**WORK TO COMPLETE:**
Go through the entries below and work out how many lines include "geometry". Answer with the number only.

**SUPPLIED INFORMATION:**

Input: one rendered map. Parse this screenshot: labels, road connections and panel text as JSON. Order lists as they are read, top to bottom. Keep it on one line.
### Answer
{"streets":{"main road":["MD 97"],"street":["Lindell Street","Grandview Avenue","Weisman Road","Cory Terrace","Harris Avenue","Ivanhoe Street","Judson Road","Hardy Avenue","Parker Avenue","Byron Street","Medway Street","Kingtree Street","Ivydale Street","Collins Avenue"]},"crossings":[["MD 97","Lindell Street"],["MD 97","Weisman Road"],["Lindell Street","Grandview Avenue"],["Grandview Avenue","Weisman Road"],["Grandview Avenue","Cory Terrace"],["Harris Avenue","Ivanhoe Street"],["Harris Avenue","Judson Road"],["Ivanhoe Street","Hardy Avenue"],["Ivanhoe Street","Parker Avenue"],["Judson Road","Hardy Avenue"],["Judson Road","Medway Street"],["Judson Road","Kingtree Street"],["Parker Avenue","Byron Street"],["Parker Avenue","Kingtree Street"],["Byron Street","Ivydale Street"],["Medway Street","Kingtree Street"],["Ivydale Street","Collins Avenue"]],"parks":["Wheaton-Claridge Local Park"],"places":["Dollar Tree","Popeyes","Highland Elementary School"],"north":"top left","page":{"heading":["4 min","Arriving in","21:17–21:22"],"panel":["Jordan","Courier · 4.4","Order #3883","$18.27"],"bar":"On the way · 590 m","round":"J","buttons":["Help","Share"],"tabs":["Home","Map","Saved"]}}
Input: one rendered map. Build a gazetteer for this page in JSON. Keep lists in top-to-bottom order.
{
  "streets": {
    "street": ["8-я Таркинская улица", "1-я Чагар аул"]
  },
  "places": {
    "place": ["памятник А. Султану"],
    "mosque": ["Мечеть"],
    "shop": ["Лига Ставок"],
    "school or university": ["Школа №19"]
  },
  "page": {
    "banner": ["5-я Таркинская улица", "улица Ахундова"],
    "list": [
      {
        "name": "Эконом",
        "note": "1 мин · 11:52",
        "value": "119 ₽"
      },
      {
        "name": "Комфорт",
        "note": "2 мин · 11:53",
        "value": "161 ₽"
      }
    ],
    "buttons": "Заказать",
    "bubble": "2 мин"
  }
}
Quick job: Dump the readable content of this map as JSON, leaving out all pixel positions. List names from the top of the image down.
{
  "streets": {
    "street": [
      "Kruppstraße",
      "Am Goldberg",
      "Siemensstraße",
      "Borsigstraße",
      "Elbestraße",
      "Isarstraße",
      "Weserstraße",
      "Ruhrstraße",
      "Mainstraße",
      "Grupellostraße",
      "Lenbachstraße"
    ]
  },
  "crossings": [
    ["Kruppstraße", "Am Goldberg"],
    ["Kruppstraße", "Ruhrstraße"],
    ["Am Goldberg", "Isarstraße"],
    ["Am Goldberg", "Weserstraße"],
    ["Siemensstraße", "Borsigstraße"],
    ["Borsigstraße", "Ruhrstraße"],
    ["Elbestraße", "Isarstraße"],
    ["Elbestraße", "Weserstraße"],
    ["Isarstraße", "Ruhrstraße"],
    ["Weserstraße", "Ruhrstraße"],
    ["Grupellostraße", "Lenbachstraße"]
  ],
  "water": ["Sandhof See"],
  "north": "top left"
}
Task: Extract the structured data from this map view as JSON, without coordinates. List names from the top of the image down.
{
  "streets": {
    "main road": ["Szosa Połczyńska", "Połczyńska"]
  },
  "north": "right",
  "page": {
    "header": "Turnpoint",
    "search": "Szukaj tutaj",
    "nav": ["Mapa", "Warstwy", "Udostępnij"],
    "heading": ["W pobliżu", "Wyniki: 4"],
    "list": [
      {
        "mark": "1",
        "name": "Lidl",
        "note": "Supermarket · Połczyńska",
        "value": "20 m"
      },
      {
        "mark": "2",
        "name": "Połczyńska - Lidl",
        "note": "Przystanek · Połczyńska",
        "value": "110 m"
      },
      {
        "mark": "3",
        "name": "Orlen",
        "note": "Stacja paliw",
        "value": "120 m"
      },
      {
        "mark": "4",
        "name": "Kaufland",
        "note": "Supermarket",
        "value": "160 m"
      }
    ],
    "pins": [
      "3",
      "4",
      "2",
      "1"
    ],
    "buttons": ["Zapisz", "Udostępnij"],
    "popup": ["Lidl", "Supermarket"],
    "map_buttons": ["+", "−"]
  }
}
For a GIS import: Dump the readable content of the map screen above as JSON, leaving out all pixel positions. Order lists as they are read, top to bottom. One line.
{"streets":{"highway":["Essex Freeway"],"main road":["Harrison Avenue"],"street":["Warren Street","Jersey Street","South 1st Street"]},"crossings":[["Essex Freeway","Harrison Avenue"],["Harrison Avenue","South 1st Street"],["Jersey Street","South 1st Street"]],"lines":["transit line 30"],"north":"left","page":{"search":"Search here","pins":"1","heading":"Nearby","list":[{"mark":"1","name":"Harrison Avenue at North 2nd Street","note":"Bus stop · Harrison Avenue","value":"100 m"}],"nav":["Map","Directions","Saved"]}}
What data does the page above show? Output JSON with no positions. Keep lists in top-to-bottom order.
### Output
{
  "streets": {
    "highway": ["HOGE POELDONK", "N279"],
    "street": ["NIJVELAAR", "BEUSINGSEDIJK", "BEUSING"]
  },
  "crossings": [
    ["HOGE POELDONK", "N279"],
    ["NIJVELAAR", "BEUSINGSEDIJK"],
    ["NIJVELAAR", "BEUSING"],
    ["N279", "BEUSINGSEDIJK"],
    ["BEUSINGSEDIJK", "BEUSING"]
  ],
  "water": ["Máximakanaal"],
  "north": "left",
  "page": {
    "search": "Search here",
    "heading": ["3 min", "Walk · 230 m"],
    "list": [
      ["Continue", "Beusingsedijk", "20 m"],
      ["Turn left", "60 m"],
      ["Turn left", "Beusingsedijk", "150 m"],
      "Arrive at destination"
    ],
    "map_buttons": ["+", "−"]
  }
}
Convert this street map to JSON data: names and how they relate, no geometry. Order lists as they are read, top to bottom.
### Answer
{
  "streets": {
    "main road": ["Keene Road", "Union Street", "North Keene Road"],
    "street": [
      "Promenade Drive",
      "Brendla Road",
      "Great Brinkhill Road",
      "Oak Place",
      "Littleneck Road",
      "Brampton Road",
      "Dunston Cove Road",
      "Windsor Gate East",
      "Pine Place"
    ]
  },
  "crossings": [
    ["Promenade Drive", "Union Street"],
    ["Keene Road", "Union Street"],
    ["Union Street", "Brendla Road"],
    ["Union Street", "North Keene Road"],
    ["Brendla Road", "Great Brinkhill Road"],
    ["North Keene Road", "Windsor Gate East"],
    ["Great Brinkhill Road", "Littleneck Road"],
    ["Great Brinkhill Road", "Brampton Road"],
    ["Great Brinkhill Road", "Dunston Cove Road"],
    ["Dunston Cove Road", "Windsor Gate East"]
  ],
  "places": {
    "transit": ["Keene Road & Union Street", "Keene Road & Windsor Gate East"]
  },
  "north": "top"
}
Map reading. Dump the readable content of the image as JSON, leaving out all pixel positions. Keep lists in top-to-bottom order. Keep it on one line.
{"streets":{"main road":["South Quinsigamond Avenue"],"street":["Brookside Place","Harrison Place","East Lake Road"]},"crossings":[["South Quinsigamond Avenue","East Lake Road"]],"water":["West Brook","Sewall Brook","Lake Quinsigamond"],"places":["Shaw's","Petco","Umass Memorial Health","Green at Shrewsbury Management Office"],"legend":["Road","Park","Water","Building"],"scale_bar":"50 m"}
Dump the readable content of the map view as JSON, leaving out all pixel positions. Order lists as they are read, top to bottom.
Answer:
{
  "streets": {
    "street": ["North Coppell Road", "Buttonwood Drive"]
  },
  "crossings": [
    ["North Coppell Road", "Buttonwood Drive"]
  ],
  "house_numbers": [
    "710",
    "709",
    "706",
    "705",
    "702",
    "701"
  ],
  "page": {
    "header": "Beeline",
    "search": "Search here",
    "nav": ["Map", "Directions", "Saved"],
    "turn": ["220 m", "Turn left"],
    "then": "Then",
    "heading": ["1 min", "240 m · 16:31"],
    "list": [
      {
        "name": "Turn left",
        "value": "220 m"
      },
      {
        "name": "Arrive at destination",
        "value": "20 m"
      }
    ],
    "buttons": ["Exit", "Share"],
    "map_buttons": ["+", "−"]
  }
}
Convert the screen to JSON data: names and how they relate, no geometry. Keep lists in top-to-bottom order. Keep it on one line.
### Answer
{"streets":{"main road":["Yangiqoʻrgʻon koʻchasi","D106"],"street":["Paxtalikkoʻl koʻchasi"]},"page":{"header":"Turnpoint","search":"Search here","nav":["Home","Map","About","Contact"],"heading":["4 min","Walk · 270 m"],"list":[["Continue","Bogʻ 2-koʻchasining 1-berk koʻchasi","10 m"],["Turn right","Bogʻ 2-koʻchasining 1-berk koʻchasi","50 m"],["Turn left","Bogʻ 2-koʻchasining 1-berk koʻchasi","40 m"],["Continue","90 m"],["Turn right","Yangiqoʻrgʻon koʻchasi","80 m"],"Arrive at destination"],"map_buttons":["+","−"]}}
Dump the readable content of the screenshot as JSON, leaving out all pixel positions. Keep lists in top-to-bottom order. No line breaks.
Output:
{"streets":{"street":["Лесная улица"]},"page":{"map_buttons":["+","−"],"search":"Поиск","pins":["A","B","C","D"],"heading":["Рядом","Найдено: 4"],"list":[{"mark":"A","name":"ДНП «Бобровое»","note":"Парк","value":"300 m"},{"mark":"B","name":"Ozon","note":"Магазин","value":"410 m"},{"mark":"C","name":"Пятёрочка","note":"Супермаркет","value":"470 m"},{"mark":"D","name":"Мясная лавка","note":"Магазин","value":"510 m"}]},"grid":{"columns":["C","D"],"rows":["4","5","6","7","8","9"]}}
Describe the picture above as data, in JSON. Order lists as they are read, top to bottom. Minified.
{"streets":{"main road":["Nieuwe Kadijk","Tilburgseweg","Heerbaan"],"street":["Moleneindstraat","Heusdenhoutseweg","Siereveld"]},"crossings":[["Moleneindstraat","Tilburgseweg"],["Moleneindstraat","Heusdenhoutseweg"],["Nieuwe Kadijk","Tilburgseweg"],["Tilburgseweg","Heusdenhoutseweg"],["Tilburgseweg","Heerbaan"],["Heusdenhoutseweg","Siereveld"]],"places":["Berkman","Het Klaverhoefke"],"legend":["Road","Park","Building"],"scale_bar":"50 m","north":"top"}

**ANSWER TO THIS EXERCISE:**
2